The germ that infects and weakens JamaicaThursday, December 02, 2021
The horrific cultic events that transpired on October 17 at Kevin Smith's Pathways International Kingdom Restoration Ministries compound in Albion, St James, and the blood-curdling testimonies emanating from the courts in the Klansman gang trial have exposed a deeper problem which has prevented Jamaica from achieving its potential as a nation. When the two are juxtaposed and examined together one sees a common germ that infects and weakens the Jamaican body politic.
There is, it seems, a fatal attraction between Jamaicans and those things that degrade and divide us. Ours is a gullible populace, easily led astray into 'badness' and self-destructive behaviour by every new or strange thing — be that fake news, a rumour, a lie, or a personality.
The feeling, especially among the underclass, of needing a saviour, deliverer, or protector opens pathways (pun intended) for the likes of Kevin Smith (now deceased) to divide, rule, and conquer. We are easily swayed by both messenger and message, principalities, powers, and rulers of darkness so that we turn away from collective responsibility and on each other in an orgy of blame-finding, finger-pointing, backbiting, back-stabbing, in-fighting, and self-annihilation. Ours is a society turned against itself in rage. Who can deny it?
There are causative factors to the internecine warfare that has come to characterise our relationships. Some commentators have pointed to the slavery experience and the so-called Willie Lynch syndrome, a form of mental conditioning used by planters to cause slaves to be at perpetual war among themselves instead of against the common enemy. Others, me included, go back to more recent history to the tribal politics following universal adult suffrage, especially the 1960s and 1970s, and the emergence of political garrisons and the associated subculture of donmanship, badmanism, and crassness.
The necessary research to determine where the national psychosis and resulting abhorrent behaviour began is incomplete and inconclusive. But there is no gainsaying the fact that efforts by successive administrations, backed by resources from bilateral and multilateral agencies, to solve the crime problem and create a harmonious and prosperous society — the society of the national pledge and vision 2030 — have largely failed.
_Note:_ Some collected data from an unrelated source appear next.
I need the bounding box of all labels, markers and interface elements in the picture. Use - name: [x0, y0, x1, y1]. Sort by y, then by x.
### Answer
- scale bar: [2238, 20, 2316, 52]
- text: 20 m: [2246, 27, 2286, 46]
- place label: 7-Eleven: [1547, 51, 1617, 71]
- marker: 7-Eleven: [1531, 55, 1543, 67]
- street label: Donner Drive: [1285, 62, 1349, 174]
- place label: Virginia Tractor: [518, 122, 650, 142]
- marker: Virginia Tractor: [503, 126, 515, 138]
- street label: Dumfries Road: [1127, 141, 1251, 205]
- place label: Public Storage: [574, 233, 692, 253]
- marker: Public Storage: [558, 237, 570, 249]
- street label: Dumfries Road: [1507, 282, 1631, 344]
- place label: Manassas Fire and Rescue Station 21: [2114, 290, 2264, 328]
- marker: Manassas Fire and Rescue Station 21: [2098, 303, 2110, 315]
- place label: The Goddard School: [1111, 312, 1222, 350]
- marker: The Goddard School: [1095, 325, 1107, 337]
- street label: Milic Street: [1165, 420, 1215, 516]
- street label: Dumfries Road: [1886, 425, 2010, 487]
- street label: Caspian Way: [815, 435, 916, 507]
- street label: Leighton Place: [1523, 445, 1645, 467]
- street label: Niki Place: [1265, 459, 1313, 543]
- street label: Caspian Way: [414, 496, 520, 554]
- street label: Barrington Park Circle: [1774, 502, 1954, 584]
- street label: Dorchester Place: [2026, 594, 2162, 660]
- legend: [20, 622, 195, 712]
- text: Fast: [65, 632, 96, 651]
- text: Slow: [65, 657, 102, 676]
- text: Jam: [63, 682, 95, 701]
In an October 15, 2019 Jamaica Observer article titled 'A litmus test on social intervention programmes in Jamaica', National Security Minister Dr Horace Chang stirred up controversy by admitting to the failure of traditional social intervention programmes to stop the scourge of hopelessness, mayhem, and murder: “The project-based manner in which social intervention programmes have been traditionally carried out in Montego Bay, and undoubtedly across the wider Jamaica, are not appropriately designed to ensure continuity and longevity at the community level. As a result, these programmes have not generated the kind of impact that would sustainably undermine the work of crime and violence producers in these communities.”
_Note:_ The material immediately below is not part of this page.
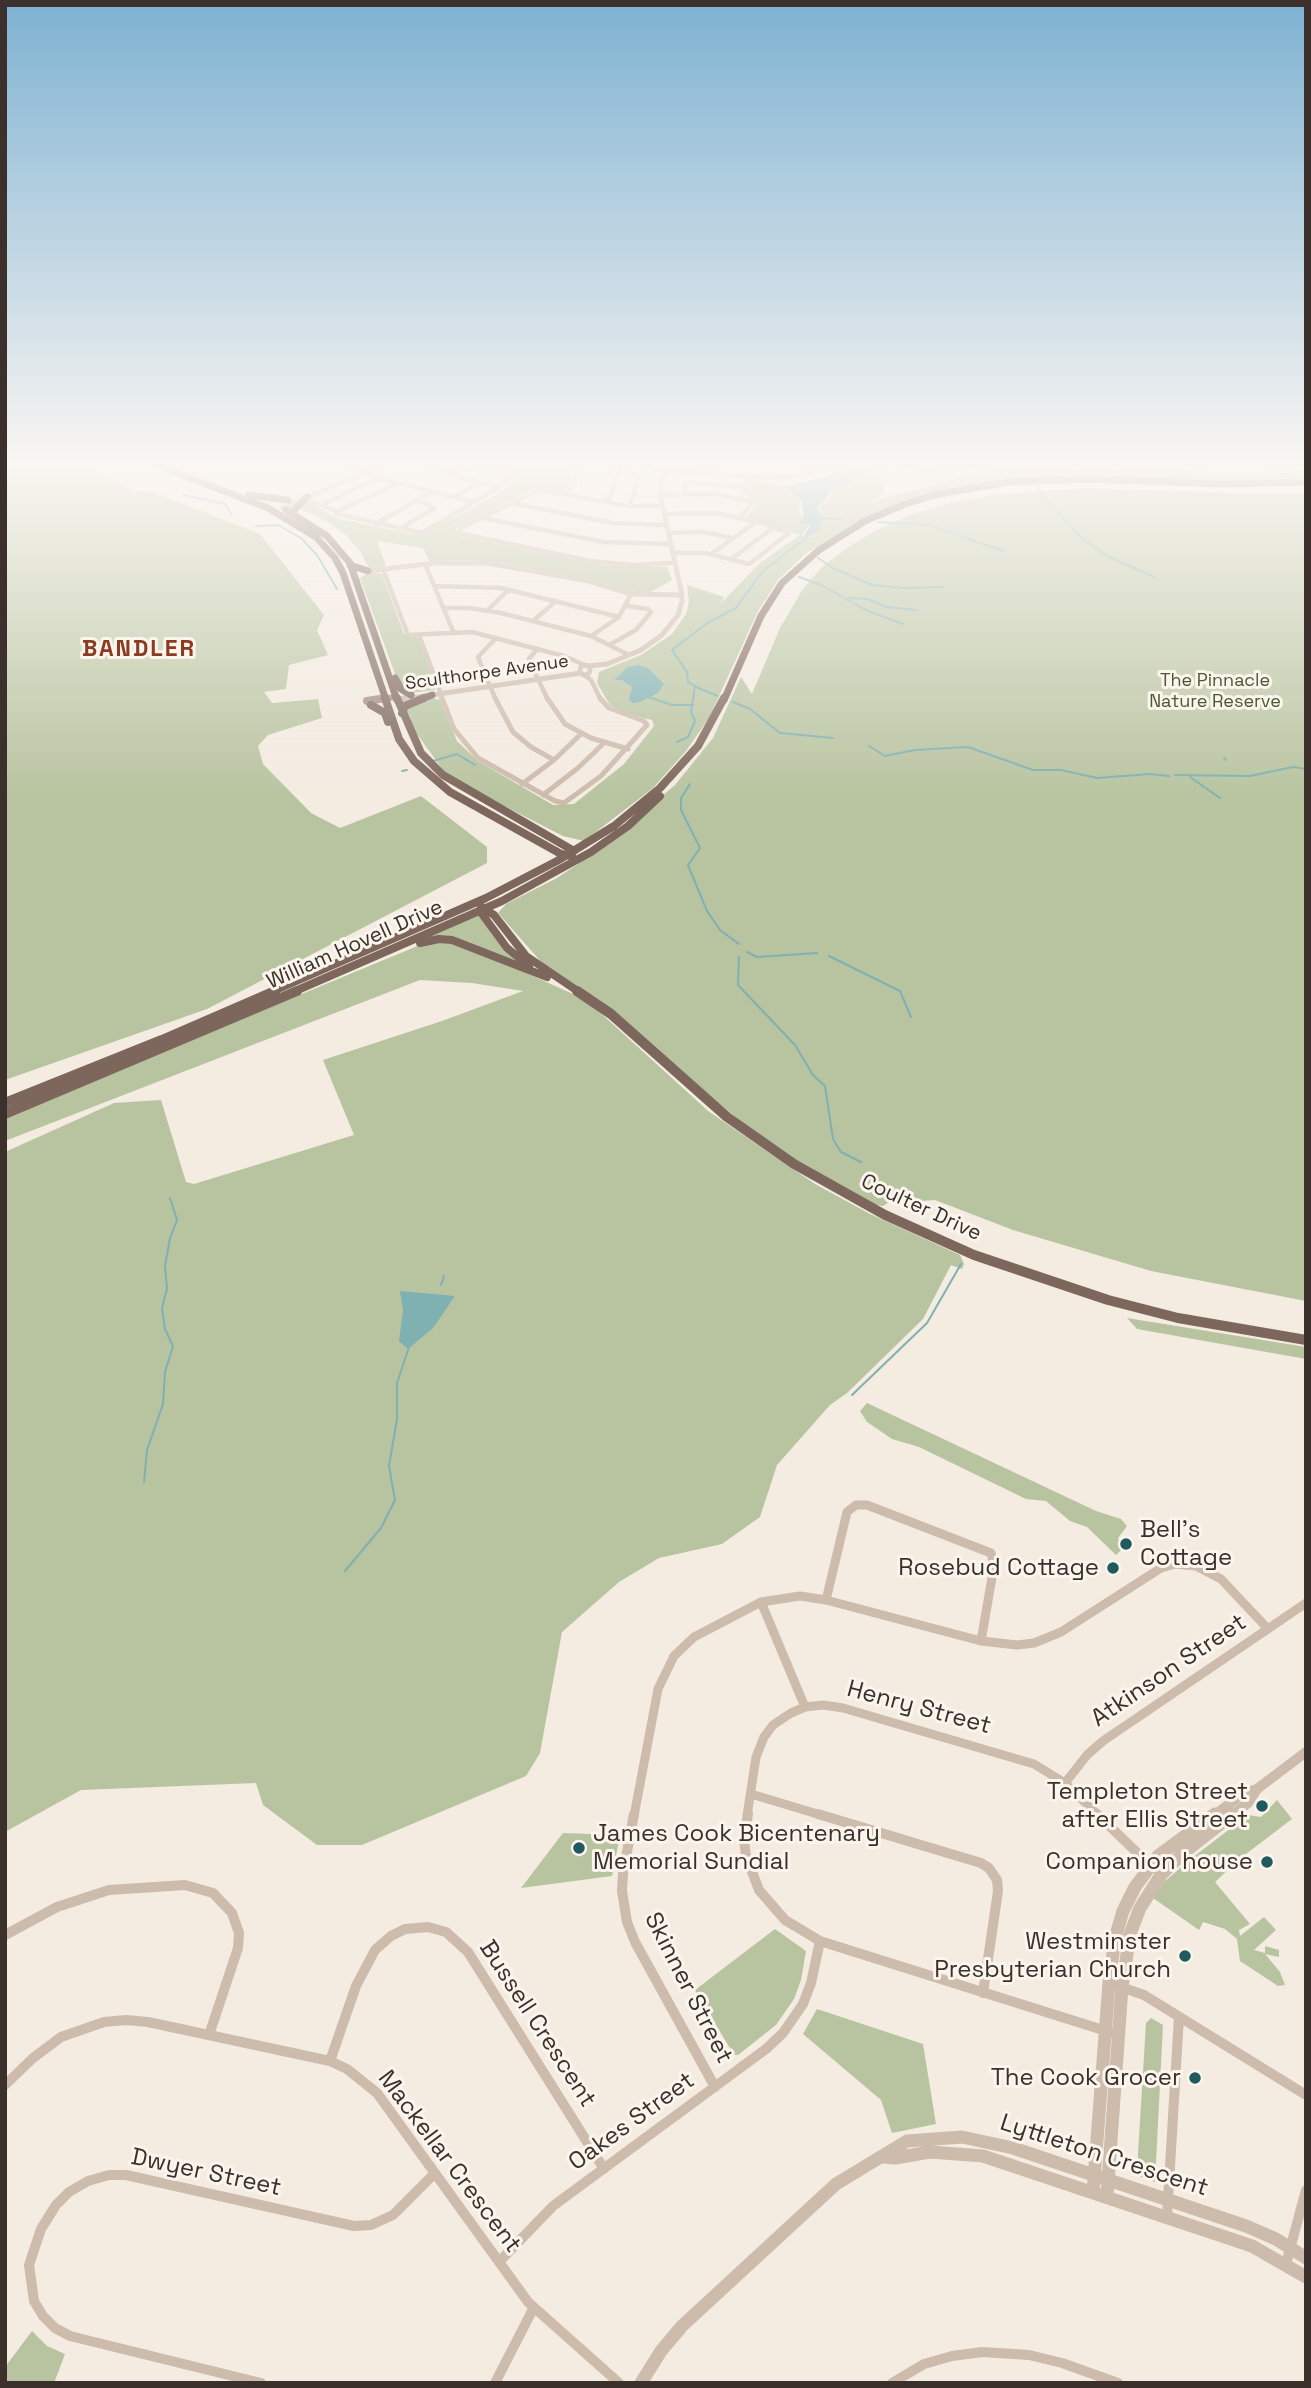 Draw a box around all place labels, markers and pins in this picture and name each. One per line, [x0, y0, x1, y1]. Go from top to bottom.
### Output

So what's the solution? Certainly not states of emergency (SOEs) in which the minister and the Administration of which he is a part, out of desperation, have placed faith. This stop-gap measure is like applying a tourniquet to stop the bleeding from a punctured artery. Necessary at first, but keep it in place as a permanent or curative fixture and the affected limb becomes dysfunctional. Like that wounded limb in need of a permanent fix, Jamaica has become a dysfunctional society.
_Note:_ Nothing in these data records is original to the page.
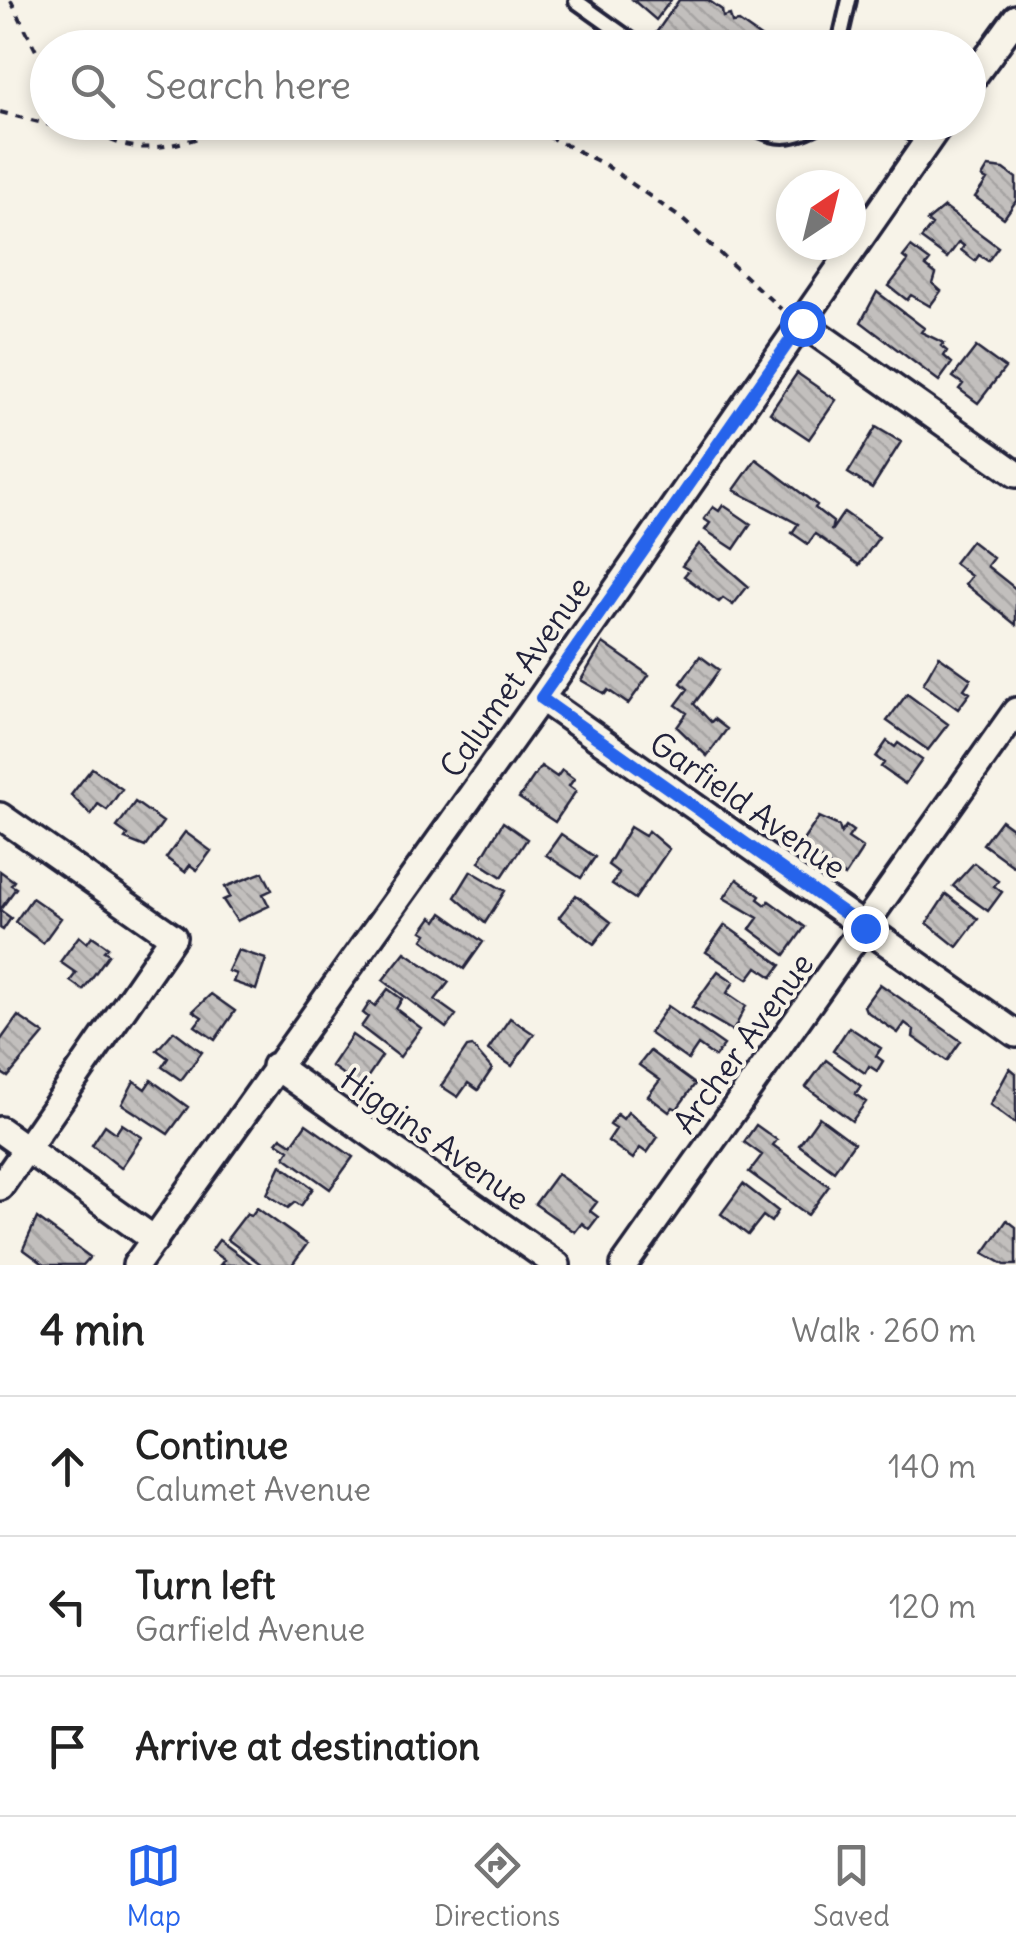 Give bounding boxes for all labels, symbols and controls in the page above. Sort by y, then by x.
search box [30,30,986,140]
icon: search [65,58,120,113]
text: Search here [145,62,351,109]
north arrow [776,170,866,260]
route start [780,301,826,347]
street label: Calumet Avenue [431,569,599,785]
street label: Garfield Avenue [642,722,854,888]
route end [843,906,889,952]
street label: Archer Avenue [664,945,822,1141]
street label: Higgins Avenue [333,1059,537,1219]
text: 4 min [40,1304,145,1356]
text: Walk · 260 m [791,1310,976,1351]
text: Continue [135,1422,288,1469]
icon: ahead [40,1439,95,1494]
text: 140 m [888,1446,976,1487]
text: Calumet Avenue [135,1469,371,1510]
text: Turn left [135,1562,275,1609]
icon: left [40,1579,95,1634]
text: 120 m [889,1586,976,1627]
text: Garfield Avenue [135,1609,365,1650]
icon: arrive [40,1719,95,1774]
text: Arrive at destination [135,1723,480,1770]
tab: Map [126,1838,181,1934]
tab: Directions [434,1838,560,1934]
tab: Saved [813,1838,890,1934]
In attempting to eliminate the demons of antisocial behaviour and crime — especially rampant murder, which at close to 46 per 100,000 exceeds, by far, the regional and world averages of about 15 and seven per 100,00 people in the populace, respectively — we have been focusing on the tip of the iceberg — the symptoms – and not the root causes.
Left untreated, the disease that started in urbanised communities within 12 or so political constituencies has metastasised to affect much of the country and corrupted the culture, making it resistant to the kind of Band-Aid treatment we see with security forces posted in an increasing number of communities.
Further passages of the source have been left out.